▸ Material for this exercise:
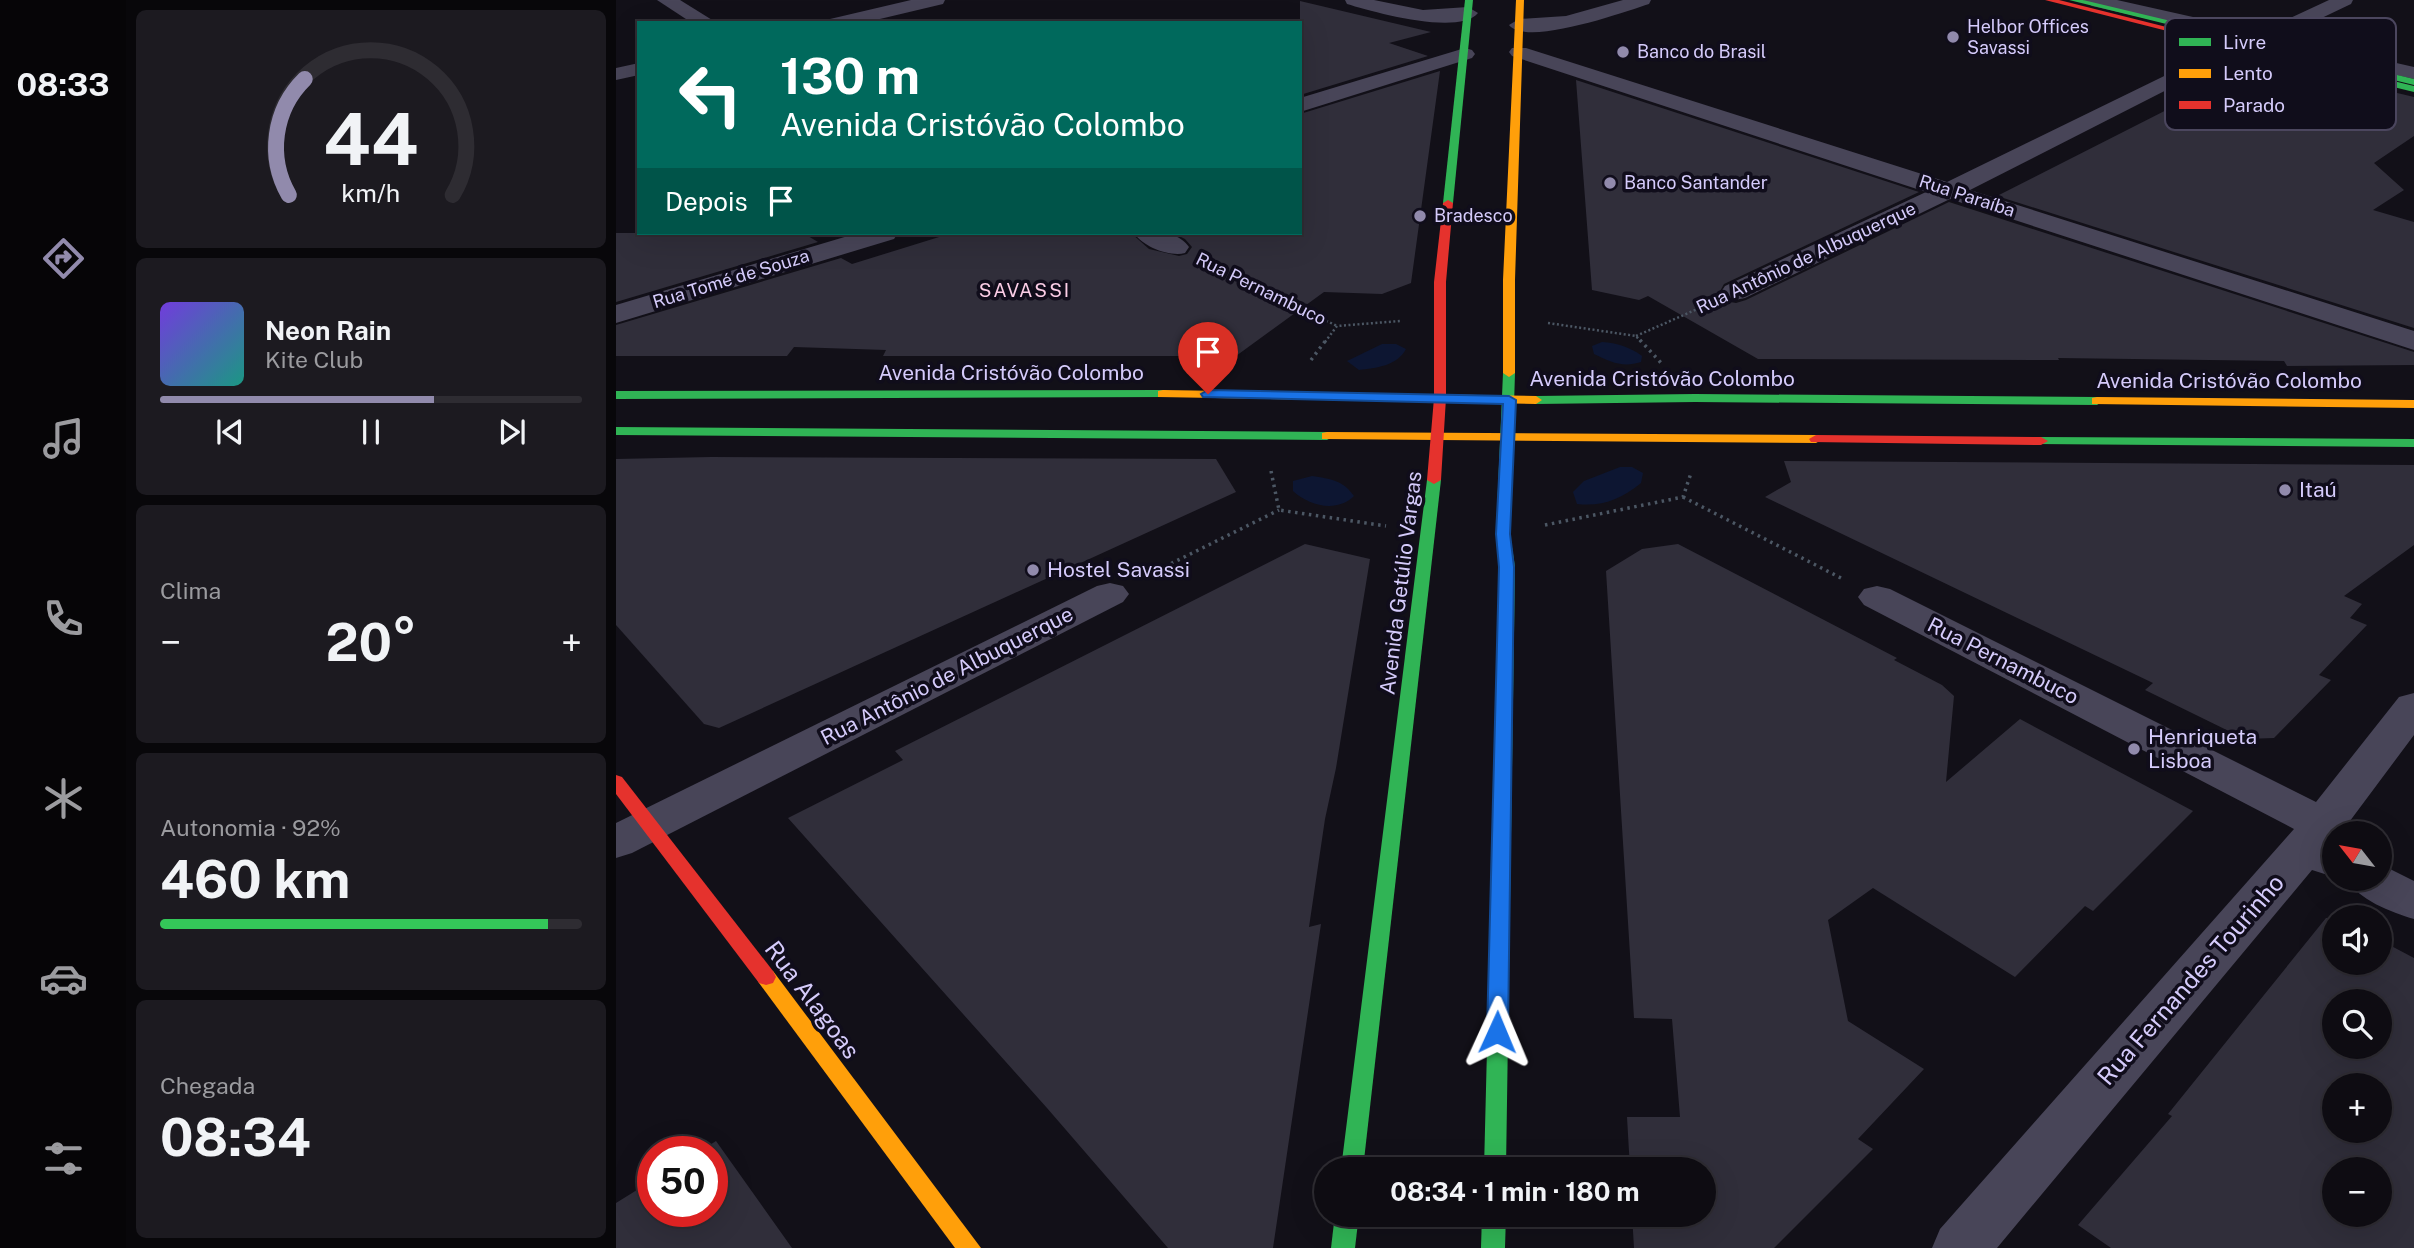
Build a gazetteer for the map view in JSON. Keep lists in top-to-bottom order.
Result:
{
  "streets": {
    "main road": ["Avenida Cristóvão Colombo", "Avenida Getúlio Vargas", "Rua Alagoas"],
    "street": [
      "Rua Paraíba",
      "Rua Antônio de Albuquerque",
      "Rua Tomé de Souza",
      "Rua Pernambuco",
      "Rua Fernandes Tourinho"
    ]
  },
  "crossings": [
    ["Rua Paraíba", "Rua Antônio de Albuquerque"],
    ["Rua Antônio de Albuquerque", "Rua Alagoas"],
    ["Rua Pernambuco", "Rua Fernandes Tourinho"],
    ["Avenida Cristóvão Colombo", "Avenida Getúlio Vargas"]
  ],
  "districts": ["SAVASSI"],
  "places": [
    "Helbor Offices Savassi",
    "Banco do Brasil",
    "Banco Santander",
    "Bradesco",
    "Itaú",
    "Hostel Savassi",
    "Henriqueta Lisboa"
  ],
  "legend": ["Livre", "Lento", "Parado"],
  "north": "top left",
  "page": {
    "tabs": "08:33",
    "turn": ["130 m", "Avenida Cristóvão Colombo"],
    "then": "Depois",
    "song": ["Neon Rain", "Kite Club"],
    "tile": [
      "Clima",
      ["Autonomia · 92%", "460 km"],
      ["Chegada", "08:34"]
    ],
    "heat": ["−", "20°", "+"],
    "map_buttons": ["+", "−"],
    "limit": "50",
    "trip": "08:34 · 1 min · 180 m",
    "gauge": ["44", "km/h"]
  }
}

▸ Task directions: Would you return the material above exactly, apart from its pictures?

▸ Exercise solution:
Build a gazetteer for the map view in JSON. Keep lists in top-to-bottom order.
Result:
{
  "streets": {
    "main road": ["Avenida Cristóvão Colombo", "Avenida Getúlio Vargas", "Rua Alagoas"],
    "street": [
      "Rua Paraíba",
      "Rua Antônio de Albuquerque",
      "Rua Tomé de Souza",
      "Rua Pernambuco",
      "Rua Fernandes Tourinho"
    ]
  },
  "crossings": [
    ["Rua Paraíba", "Rua Antônio de Albuquerque"],
    ["Rua Antônio de Albuquerque", "Rua Alagoas"],
    ["Rua Pernambuco", "Rua Fernandes Tourinho"],
    ["Avenida Cristóvão Colombo", "Avenida Getúlio Vargas"]
  ],
  "districts": ["SAVASSI"],
  "places": [
    "Helbor Offices Savassi",
    "Banco do Brasil",
    "Banco Santander",
    "Bradesco",
    "Itaú",
    "Hostel Savassi",
    "Henriqueta Lisboa"
  ],
  "legend": ["Livre", "Lento", "Parado"],
  "north": "top left",
  "page": {
    "tabs": "08:33",
    "turn": ["130 m", "Avenida Cristóvão Colombo"],
    "then": "Depois",
    "song": ["Neon Rain", "Kite Club"],
    "tile": [
      "Clima",
      ["Autonomia · 92%", "460 km"],
      ["Chegada", "08:34"]
    ],
    "heat": ["−", "20°", "+"],
    "map_buttons": ["+", "−"],
    "limit": "50",
    "trip": "08:34 · 1 min · 180 m",
    "gauge": ["44", "km/h"]
  }
}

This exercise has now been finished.